[Collected data entries]
↓↓↓

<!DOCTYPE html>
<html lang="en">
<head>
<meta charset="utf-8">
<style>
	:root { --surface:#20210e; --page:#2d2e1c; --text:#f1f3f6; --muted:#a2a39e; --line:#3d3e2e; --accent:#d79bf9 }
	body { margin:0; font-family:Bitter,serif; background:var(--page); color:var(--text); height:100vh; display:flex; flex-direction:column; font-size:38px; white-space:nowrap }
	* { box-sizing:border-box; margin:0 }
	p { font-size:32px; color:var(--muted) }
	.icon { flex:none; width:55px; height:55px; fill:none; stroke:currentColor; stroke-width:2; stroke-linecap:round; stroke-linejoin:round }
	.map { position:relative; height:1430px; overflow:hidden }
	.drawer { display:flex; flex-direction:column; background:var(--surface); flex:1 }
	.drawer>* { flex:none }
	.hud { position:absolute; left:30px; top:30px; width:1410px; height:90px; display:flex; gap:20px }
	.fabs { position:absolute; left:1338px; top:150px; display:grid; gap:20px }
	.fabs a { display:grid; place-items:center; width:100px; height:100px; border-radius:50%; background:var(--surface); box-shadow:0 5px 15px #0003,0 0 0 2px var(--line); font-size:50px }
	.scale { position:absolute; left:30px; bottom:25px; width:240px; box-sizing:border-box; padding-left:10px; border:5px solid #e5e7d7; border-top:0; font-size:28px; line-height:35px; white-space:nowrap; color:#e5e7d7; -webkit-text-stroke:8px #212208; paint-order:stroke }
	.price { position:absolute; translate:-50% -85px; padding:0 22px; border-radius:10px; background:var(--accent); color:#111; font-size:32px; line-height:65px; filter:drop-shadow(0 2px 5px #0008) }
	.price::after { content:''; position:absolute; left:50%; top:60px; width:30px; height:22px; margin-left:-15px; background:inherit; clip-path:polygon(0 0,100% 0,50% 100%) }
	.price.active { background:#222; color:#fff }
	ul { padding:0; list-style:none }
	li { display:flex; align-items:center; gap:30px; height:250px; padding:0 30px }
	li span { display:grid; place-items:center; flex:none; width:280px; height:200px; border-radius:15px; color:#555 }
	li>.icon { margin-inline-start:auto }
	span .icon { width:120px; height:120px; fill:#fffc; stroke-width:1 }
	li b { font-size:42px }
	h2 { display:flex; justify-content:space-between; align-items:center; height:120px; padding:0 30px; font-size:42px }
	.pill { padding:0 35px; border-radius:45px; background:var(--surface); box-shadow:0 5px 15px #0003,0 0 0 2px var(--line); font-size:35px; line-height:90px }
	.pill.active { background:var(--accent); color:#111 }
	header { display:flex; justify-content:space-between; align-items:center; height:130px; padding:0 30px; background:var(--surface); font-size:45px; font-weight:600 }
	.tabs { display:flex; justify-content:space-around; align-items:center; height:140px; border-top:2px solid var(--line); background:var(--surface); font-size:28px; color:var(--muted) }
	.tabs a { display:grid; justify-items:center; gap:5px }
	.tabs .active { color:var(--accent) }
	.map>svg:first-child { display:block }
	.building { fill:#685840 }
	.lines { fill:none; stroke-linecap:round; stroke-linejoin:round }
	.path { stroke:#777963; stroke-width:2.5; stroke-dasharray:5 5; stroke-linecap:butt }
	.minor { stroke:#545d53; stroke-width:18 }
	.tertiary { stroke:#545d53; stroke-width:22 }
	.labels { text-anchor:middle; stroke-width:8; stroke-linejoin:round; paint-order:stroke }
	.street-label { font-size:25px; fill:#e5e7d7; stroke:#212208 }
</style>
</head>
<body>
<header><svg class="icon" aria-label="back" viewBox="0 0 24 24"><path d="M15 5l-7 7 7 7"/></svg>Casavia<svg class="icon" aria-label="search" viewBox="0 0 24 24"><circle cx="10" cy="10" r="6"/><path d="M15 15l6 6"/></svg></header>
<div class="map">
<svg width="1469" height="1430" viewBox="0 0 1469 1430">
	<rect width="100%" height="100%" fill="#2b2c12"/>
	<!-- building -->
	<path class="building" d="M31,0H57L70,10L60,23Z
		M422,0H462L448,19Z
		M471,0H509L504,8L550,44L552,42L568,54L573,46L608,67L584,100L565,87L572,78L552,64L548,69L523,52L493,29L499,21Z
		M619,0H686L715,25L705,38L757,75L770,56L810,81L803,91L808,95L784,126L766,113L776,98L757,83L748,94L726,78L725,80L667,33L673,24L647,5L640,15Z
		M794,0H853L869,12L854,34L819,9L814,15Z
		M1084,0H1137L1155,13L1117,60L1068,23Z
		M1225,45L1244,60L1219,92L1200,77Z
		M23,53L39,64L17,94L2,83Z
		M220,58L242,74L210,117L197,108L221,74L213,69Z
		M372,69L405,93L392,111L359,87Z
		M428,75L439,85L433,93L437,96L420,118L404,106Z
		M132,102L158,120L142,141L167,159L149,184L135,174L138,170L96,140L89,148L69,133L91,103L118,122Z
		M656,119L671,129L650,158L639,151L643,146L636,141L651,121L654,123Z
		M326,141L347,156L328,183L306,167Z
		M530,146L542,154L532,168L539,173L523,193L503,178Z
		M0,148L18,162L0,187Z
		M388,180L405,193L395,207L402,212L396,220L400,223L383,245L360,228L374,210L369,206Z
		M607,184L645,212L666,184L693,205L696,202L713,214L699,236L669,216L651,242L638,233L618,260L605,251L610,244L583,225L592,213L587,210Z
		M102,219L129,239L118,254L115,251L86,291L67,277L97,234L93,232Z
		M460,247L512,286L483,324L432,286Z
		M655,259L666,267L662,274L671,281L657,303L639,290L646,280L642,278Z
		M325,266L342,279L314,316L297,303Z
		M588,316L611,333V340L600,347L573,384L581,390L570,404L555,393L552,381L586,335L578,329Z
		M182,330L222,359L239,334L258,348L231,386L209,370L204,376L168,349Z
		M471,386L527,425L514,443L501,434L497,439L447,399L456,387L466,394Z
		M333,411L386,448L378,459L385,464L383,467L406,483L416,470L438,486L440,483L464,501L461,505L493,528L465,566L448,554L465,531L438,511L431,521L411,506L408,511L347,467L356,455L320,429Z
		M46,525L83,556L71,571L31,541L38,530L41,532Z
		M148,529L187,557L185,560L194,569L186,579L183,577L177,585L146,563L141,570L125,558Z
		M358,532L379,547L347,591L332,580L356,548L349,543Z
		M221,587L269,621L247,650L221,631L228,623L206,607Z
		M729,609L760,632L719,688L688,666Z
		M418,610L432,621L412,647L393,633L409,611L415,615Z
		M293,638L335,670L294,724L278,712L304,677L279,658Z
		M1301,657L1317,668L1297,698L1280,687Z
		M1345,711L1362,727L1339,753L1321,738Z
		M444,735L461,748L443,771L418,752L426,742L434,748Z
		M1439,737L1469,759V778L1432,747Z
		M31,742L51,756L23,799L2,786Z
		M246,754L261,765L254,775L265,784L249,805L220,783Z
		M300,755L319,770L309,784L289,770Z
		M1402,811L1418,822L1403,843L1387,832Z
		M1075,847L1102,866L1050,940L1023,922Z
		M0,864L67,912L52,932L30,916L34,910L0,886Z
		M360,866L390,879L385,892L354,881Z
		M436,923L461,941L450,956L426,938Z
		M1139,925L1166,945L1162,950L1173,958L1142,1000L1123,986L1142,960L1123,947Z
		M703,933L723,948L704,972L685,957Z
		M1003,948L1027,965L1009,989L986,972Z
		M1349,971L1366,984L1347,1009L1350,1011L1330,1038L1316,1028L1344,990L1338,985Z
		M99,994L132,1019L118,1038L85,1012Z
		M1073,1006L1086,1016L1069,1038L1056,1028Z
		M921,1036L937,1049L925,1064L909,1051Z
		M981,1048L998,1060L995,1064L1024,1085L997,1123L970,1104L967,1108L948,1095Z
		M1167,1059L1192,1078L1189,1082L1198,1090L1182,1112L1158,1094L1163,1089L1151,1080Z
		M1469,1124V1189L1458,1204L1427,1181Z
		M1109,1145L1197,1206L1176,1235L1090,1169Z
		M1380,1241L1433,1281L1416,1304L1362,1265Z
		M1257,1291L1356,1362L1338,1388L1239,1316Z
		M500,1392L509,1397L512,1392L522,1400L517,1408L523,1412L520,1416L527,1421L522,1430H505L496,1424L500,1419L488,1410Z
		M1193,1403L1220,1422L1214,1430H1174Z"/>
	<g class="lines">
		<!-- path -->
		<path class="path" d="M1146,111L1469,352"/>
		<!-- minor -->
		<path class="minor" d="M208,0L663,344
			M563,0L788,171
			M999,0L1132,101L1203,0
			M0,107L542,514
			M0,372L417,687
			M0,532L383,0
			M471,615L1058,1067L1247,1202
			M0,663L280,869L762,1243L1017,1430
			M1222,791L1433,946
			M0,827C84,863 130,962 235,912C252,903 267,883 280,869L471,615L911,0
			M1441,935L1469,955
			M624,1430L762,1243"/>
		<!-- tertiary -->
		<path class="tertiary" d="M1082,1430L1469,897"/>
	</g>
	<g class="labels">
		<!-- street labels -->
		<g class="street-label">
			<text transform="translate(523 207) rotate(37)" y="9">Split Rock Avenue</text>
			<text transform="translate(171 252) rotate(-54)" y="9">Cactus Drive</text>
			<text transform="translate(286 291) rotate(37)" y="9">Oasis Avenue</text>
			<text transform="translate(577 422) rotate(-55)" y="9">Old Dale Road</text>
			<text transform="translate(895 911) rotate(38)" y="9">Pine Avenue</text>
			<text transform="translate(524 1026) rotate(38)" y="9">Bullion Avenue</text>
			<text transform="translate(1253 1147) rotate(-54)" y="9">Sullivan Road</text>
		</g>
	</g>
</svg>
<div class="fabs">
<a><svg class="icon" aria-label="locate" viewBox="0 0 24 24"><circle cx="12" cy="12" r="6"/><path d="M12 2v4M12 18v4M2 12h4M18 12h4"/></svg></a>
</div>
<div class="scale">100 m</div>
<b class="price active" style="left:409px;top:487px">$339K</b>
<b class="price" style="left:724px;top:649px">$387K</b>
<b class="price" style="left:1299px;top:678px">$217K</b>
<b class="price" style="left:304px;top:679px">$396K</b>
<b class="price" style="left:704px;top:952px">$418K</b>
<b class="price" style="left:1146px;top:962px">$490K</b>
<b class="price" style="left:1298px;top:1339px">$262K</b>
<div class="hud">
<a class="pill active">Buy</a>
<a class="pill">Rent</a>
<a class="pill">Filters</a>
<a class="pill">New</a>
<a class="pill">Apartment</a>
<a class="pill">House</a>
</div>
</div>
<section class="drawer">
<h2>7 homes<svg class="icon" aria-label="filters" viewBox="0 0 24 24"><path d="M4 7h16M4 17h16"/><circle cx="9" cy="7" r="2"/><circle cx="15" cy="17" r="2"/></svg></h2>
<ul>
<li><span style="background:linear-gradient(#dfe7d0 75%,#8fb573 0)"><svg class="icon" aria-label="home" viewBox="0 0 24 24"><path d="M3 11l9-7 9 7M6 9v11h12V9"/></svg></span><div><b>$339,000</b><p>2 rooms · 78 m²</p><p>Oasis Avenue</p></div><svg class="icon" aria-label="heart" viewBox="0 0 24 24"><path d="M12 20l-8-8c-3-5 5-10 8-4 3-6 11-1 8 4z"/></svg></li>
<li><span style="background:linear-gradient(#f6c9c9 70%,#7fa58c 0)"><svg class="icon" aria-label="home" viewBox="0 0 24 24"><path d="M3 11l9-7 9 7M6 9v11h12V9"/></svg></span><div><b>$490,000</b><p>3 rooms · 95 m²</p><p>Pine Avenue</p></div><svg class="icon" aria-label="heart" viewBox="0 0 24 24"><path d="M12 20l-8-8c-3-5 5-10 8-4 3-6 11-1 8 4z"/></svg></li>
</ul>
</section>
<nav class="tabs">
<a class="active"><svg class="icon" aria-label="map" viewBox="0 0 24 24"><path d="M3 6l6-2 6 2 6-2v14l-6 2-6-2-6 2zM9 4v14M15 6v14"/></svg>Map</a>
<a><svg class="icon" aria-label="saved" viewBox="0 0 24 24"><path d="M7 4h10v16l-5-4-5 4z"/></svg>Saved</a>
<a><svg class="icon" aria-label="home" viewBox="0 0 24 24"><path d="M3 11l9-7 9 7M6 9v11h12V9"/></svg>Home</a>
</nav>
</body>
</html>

↑↑↑

### What this task involves
Please transcribe the records exactly from their first line through the line holding "position:absolute; translate:-50% -85px;", and leave out all others.

### Answer box
<!DOCTYPE html>
<html lang="en">
<head>
<meta charset="utf-8">
<style>
	:root { --surface:#20210e; --page:#2d2e1c; --text:#f1f3f6; --muted:#a2a39e; --line:#3d3e2e; --accent:#d79bf9 }
	body { margin:0; font-family:Bitter,serif; background:var(--page); color:var(--text); height:100vh; display:flex; flex-direction:column; font-size:38px; white-space:nowrap }
	* { box-sizing:border-box; margin:0 }
	p { font-size:32px; color:var(--muted) }
	.icon { flex:none; width:55px; height:55px; fill:none; stroke:currentColor; stroke-width:2; stroke-linecap:round; stroke-linejoin:round }
	.map { position:relative; height:1430px; overflow:hidden }
	.drawer { display:flex; flex-direction:column; background:var(--surface); flex:1 }
	.drawer>* { flex:none }
	.hud { position:absolute; left:30px; top:30px; width:1410px; height:90px; display:flex; gap:20px }
	.fabs { position:absolute; left:1338px; top:150px; display:grid; gap:20px }
	.fabs a { display:grid; place-items:center; width:100px; height:100px; border-radius:50%; background:var(--surface); box-shadow:0 5px 15px #0003,0 0 0 2px var(--line); font-size:50px }
	.scale { position:absolute; left:30px; bottom:25px; width:240px; box-sizing:border-box; padding-left:10px; border:5px solid #e5e7d7; border-top:0; font-size:28px; line-height:35px; white-space:nowrap; color:#e5e7d7; -webkit-text-stroke:8px #212208; paint-order:stroke }
	.price { position:absolute; translate:-50% -85px; padding:0 22px; border-radius:10px; background:var(--accent); color:#111; font-size:32px; line-height:65px; filter:drop-shadow(0 2px 5px #0008) }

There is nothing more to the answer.